### EXCERPTED RECORDS
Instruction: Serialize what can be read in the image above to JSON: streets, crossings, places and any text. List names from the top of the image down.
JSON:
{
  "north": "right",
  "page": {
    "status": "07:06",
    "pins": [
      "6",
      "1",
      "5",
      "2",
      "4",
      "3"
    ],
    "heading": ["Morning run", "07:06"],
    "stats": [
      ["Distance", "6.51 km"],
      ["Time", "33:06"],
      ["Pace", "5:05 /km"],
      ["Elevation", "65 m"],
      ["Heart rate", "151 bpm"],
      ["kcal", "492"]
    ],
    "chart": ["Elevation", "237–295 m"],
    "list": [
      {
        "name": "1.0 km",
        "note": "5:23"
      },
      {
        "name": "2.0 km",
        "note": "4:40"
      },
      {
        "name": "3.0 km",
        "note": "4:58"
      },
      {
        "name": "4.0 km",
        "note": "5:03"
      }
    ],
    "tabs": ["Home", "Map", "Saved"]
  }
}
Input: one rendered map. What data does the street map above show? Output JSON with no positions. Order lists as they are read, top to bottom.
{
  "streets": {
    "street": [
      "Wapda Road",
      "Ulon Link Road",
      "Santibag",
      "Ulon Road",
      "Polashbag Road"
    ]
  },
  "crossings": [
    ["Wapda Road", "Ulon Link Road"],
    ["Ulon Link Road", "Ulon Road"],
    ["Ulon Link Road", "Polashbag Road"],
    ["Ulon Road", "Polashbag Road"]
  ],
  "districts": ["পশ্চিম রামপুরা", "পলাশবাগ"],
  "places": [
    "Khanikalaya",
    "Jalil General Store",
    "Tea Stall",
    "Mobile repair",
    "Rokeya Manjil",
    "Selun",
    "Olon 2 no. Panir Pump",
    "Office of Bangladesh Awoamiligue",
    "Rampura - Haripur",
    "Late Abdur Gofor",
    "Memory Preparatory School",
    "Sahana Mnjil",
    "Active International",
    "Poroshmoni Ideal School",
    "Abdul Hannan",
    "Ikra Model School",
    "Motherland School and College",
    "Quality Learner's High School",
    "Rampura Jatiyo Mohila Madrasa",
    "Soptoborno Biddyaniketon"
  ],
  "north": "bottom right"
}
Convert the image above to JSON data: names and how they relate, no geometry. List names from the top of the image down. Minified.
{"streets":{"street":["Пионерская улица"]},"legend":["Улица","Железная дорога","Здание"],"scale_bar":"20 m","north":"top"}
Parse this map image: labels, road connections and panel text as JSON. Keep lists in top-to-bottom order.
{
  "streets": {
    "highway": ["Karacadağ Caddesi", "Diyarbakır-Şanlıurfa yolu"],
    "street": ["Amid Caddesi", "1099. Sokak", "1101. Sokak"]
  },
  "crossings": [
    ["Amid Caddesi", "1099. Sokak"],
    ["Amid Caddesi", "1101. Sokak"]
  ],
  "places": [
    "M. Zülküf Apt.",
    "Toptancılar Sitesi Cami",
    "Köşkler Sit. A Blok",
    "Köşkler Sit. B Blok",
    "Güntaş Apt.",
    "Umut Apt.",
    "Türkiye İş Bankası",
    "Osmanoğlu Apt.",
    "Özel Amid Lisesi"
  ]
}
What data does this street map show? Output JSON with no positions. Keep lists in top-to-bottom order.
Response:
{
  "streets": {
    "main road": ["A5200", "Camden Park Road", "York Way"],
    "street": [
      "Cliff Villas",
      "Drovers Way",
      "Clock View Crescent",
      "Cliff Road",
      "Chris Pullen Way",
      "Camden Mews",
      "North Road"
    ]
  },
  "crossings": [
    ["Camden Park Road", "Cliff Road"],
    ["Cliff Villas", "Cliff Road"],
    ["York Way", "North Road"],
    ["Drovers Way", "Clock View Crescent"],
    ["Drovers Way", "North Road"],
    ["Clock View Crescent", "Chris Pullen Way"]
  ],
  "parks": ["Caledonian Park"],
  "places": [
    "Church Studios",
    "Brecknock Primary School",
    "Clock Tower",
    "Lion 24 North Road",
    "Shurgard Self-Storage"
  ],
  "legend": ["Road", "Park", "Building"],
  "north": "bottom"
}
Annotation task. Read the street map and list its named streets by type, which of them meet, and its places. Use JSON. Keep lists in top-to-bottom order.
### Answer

### AIM OF THE EXERCISE
Each entry above has to be duplicated exactly as it stands.

### EXERCISE SOLUTION
Instruction: Serialize what can be read in the image above to JSON: streets, crossings, places and any text. List names from the top of the image down.
JSON:
{
  "north": "right",
  "page": {
    "status": "07:06",
    "pins": [
      "6",
      "1",
      "5",
      "2",
      "4",
      "3"
    ],
    "heading": ["Morning run", "07:06"],
    "stats": [
      ["Distance", "6.51 km"],
      ["Time", "33:06"],
      ["Pace", "5:05 /km"],
      ["Elevation", "65 m"],
      ["Heart rate", "151 bpm"],
      ["kcal", "492"]
    ],
    "chart": ["Elevation", "237–295 m"],
    "list": [
      {
        "name": "1.0 km",
        "note": "5:23"
      },
      {
        "name": "2.0 km",
        "note": "4:40"
      },
      {
        "name": "3.0 km",
        "note": "4:58"
      },
      {
        "name": "4.0 km",
        "note": "5:03"
      }
    ],
    "tabs": ["Home", "Map", "Saved"]
  }
}
Input: one rendered map. What data does the street map above show? Output JSON with no positions. Order lists as they are read, top to bottom.
{
  "streets": {
    "street": [
      "Wapda Road",
      "Ulon Link Road",
      "Santibag",
      "Ulon Road",
      "Polashbag Road"
    ]
  },
  "crossings": [
    ["Wapda Road", "Ulon Link Road"],
    ["Ulon Link Road", "Ulon Road"],
    ["Ulon Link Road", "Polashbag Road"],
    ["Ulon Road", "Polashbag Road"]
  ],
  "districts": ["পশ্চিম রামপুরা", "পলাশবাগ"],
  "places": [
    "Khanikalaya",
    "Jalil General Store",
    "Tea Stall",
    "Mobile repair",
    "Rokeya Manjil",
    "Selun",
    "Olon 2 no. Panir Pump",
    "Office of Bangladesh Awoamiligue",
    "Rampura - Haripur",
    "Late Abdur Gofor",
    "Memory Preparatory School",
    "Sahana Mnjil",
    "Active International",
    "Poroshmoni Ideal School",
    "Abdul Hannan",
    "Ikra Model School",
    "Motherland School and College",
    "Quality Learner's High School",
    "Rampura Jatiyo Mohila Madrasa",
    "Soptoborno Biddyaniketon"
  ],
  "north": "bottom right"
}
Convert the image above to JSON data: names and how they relate, no geometry. List names from the top of the image down. Minified.
{"streets":{"street":["Пионерская улица"]},"legend":["Улица","Железная дорога","Здание"],"scale_bar":"20 m","north":"top"}
Parse this map image: labels, road connections and panel text as JSON. Keep lists in top-to-bottom order.
{
  "streets": {
    "highway": ["Karacadağ Caddesi", "Diyarbakır-Şanlıurfa yolu"],
    "street": ["Amid Caddesi", "1099. Sokak", "1101. Sokak"]
  },
  "crossings": [
    ["Amid Caddesi", "1099. Sokak"],
    ["Amid Caddesi", "1101. Sokak"]
  ],
  "places": [
    "M. Zülküf Apt.",
    "Toptancılar Sitesi Cami",
    "Köşkler Sit. A Blok",
    "Köşkler Sit. B Blok",
    "Güntaş Apt.",
    "Umut Apt.",
    "Türkiye İş Bankası",
    "Osmanoğlu Apt.",
    "Özel Amid Lisesi"
  ]
}
What data does this street map show? Output JSON with no positions. Keep lists in top-to-bottom order.
Response:
{
  "streets": {
    "main road": ["A5200", "Camden Park Road", "York Way"],
    "street": [
      "Cliff Villas",
      "Drovers Way",
      "Clock View Crescent",
      "Cliff Road",
      "Chris Pullen Way",
      "Camden Mews",
      "North Road"
    ]
  },
  "crossings": [
    ["Camden Park Road", "Cliff Road"],
    ["Cliff Villas", "Cliff Road"],
    ["York Way", "North Road"],
    ["Drovers Way", "Clock View Crescent"],
    ["Drovers Way", "North Road"],
    ["Clock View Crescent", "Chris Pullen Way"]
  ],
  "parks": ["Caledonian Park"],
  "places": [
    "Church Studios",
    "Brecknock Primary School",
    "Clock Tower",
    "Lion 24 North Road",
    "Shurgard Self-Storage"
  ],
  "legend": ["Road", "Park", "Building"],
  "north": "bottom"
}
Annotation task. Read the street map and list its named streets by type, which of them meet, and its places. Use JSON. Keep lists in top-to-bottom order.
### Answer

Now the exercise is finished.